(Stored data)
================================

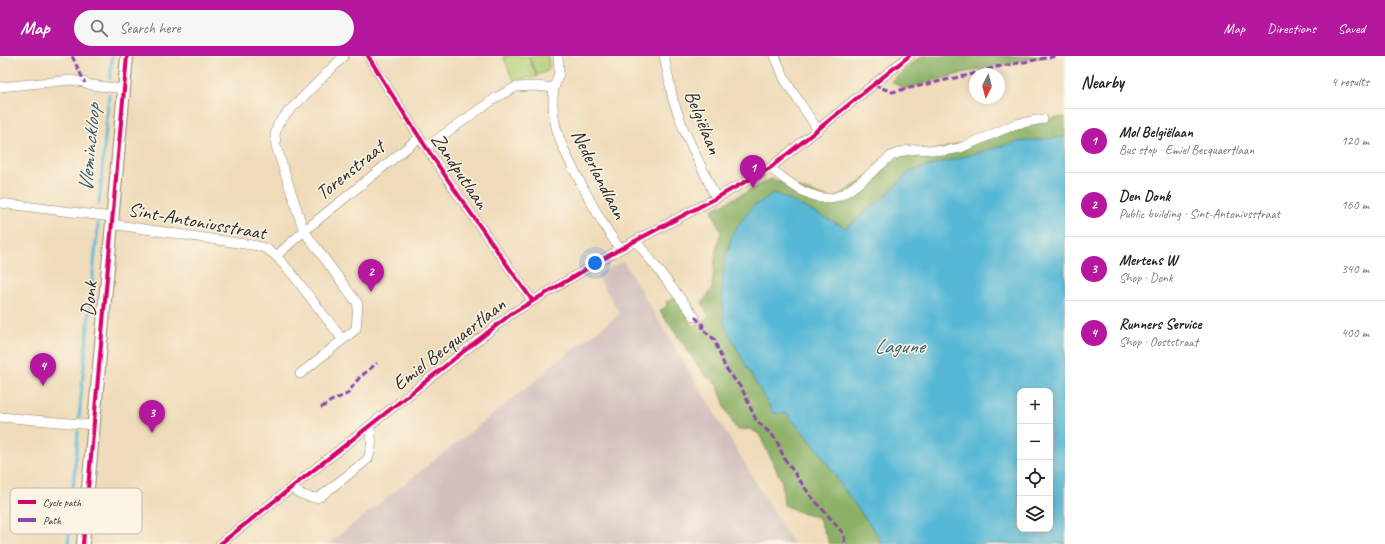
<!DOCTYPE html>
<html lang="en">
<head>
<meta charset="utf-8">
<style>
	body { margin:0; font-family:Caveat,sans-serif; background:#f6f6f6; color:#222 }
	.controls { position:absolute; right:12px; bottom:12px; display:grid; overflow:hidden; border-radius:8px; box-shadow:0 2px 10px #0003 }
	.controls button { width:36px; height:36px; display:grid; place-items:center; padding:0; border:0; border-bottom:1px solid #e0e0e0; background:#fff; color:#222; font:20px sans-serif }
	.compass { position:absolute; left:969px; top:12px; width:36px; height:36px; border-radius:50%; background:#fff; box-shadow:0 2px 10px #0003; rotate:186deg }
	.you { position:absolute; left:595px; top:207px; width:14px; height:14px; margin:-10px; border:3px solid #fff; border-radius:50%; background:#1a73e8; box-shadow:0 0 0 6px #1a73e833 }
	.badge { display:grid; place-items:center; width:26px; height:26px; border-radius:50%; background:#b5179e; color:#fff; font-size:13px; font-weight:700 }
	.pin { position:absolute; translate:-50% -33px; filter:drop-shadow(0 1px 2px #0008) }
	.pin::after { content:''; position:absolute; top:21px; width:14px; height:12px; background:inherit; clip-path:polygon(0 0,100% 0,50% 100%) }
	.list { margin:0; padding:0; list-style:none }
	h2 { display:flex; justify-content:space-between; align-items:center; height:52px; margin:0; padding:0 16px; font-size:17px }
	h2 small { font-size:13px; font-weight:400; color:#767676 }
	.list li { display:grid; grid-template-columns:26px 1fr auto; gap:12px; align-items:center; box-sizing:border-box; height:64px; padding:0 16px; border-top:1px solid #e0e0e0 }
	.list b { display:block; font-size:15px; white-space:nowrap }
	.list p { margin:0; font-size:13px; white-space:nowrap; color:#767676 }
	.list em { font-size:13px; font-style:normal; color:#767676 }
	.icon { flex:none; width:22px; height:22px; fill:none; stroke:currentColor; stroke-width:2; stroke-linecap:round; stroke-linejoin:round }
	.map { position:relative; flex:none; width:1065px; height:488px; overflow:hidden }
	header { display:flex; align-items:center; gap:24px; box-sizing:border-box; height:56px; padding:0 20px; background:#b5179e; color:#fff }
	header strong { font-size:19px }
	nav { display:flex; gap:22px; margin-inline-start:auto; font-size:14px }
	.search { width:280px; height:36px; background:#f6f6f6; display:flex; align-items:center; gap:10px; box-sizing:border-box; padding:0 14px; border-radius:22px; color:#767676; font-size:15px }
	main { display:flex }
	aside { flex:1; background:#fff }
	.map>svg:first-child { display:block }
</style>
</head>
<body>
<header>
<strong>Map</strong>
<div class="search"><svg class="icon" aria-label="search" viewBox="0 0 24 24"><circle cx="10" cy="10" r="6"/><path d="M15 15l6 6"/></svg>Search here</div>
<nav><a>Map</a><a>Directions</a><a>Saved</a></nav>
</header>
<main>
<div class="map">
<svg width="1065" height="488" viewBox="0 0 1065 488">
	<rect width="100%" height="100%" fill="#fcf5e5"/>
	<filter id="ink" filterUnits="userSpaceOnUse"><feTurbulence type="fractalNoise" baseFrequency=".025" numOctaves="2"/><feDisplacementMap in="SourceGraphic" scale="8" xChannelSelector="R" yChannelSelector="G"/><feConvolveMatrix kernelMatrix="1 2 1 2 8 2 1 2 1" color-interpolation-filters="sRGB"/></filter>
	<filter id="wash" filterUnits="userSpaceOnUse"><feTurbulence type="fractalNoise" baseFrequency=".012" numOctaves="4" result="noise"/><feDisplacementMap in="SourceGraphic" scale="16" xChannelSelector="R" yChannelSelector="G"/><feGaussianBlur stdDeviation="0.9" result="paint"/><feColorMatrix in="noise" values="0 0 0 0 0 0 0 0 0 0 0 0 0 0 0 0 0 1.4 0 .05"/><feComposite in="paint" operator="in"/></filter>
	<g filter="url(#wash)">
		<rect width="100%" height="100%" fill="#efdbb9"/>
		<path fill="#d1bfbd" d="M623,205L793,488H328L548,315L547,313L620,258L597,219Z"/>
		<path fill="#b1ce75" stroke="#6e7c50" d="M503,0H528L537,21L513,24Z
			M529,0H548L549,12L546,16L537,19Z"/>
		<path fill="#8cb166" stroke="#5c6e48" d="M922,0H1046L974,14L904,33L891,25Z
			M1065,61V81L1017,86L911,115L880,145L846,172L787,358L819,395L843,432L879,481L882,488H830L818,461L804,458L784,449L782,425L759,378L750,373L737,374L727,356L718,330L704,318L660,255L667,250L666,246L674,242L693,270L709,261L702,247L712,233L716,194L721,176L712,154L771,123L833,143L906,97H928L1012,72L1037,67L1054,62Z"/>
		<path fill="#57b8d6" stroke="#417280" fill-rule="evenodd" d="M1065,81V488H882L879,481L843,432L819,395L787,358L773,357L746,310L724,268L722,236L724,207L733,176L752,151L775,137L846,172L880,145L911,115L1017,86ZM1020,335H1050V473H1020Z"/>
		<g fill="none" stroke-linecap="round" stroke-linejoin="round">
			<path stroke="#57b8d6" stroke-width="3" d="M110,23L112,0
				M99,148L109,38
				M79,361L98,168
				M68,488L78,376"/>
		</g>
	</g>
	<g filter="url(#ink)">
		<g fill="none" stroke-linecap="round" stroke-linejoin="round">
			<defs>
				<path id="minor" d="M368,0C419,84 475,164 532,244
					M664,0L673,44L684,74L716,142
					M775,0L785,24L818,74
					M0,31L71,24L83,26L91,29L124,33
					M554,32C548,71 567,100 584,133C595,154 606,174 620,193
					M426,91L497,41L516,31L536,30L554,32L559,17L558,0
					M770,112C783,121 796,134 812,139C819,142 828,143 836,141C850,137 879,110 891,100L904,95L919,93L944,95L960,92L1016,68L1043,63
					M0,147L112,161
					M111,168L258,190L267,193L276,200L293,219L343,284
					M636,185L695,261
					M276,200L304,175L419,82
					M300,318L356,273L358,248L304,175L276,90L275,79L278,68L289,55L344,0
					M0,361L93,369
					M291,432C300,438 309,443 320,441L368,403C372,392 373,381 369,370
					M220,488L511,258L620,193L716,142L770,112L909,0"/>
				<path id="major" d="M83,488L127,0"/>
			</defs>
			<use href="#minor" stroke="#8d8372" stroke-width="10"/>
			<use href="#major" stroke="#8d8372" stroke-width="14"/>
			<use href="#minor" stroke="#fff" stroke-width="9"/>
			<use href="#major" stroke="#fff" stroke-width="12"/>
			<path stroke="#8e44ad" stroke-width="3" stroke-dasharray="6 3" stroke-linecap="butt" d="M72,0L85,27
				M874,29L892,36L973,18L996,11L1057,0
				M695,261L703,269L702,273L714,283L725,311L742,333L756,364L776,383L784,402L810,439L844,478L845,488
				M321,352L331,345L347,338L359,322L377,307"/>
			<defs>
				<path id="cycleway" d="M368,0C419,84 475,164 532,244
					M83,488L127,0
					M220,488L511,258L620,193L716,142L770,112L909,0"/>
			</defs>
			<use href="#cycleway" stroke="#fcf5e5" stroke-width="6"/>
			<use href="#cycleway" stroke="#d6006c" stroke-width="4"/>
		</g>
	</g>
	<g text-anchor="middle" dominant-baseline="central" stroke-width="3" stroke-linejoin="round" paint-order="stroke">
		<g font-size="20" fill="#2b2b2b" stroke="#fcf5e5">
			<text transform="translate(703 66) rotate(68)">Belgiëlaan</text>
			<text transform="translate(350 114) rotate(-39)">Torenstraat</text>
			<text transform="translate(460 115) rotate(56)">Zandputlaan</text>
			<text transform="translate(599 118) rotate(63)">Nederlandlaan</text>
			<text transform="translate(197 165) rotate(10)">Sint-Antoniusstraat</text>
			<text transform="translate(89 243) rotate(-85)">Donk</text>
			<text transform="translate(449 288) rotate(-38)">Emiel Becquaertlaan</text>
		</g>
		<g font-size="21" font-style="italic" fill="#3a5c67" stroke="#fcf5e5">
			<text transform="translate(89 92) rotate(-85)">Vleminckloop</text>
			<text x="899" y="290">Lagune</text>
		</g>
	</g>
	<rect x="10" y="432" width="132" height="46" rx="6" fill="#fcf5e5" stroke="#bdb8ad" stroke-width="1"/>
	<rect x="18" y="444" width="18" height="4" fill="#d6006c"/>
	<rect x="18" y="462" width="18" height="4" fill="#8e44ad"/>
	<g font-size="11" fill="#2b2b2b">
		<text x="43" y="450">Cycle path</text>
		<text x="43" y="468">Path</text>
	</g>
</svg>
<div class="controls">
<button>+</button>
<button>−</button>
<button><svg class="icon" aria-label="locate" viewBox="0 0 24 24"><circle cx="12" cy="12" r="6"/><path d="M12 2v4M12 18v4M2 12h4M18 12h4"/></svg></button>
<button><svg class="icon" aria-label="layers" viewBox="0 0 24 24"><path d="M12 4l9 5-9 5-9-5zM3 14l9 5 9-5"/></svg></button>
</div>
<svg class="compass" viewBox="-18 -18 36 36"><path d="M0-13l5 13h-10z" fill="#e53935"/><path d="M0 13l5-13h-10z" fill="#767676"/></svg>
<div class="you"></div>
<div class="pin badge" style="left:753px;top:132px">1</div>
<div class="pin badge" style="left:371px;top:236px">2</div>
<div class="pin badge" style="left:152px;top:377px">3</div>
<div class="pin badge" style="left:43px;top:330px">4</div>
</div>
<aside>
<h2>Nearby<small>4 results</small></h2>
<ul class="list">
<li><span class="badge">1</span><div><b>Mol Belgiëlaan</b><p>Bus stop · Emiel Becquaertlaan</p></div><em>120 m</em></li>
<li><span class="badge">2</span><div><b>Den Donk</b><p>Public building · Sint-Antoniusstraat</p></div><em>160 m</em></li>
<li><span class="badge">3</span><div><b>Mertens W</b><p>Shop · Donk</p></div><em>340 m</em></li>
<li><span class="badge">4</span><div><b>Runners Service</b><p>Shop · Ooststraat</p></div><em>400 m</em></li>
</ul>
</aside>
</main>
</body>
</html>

================================

- [EXERCISE BRIEF] Given the data above, which lines hold the string "nowrap"? Return them.

- [OUTPUT BELOW]
	.list b { display:block; font-size:15px; white-space:nowrap }
	.list p { margin:0; font-size:13px; white-space:nowrap; color:#767676 }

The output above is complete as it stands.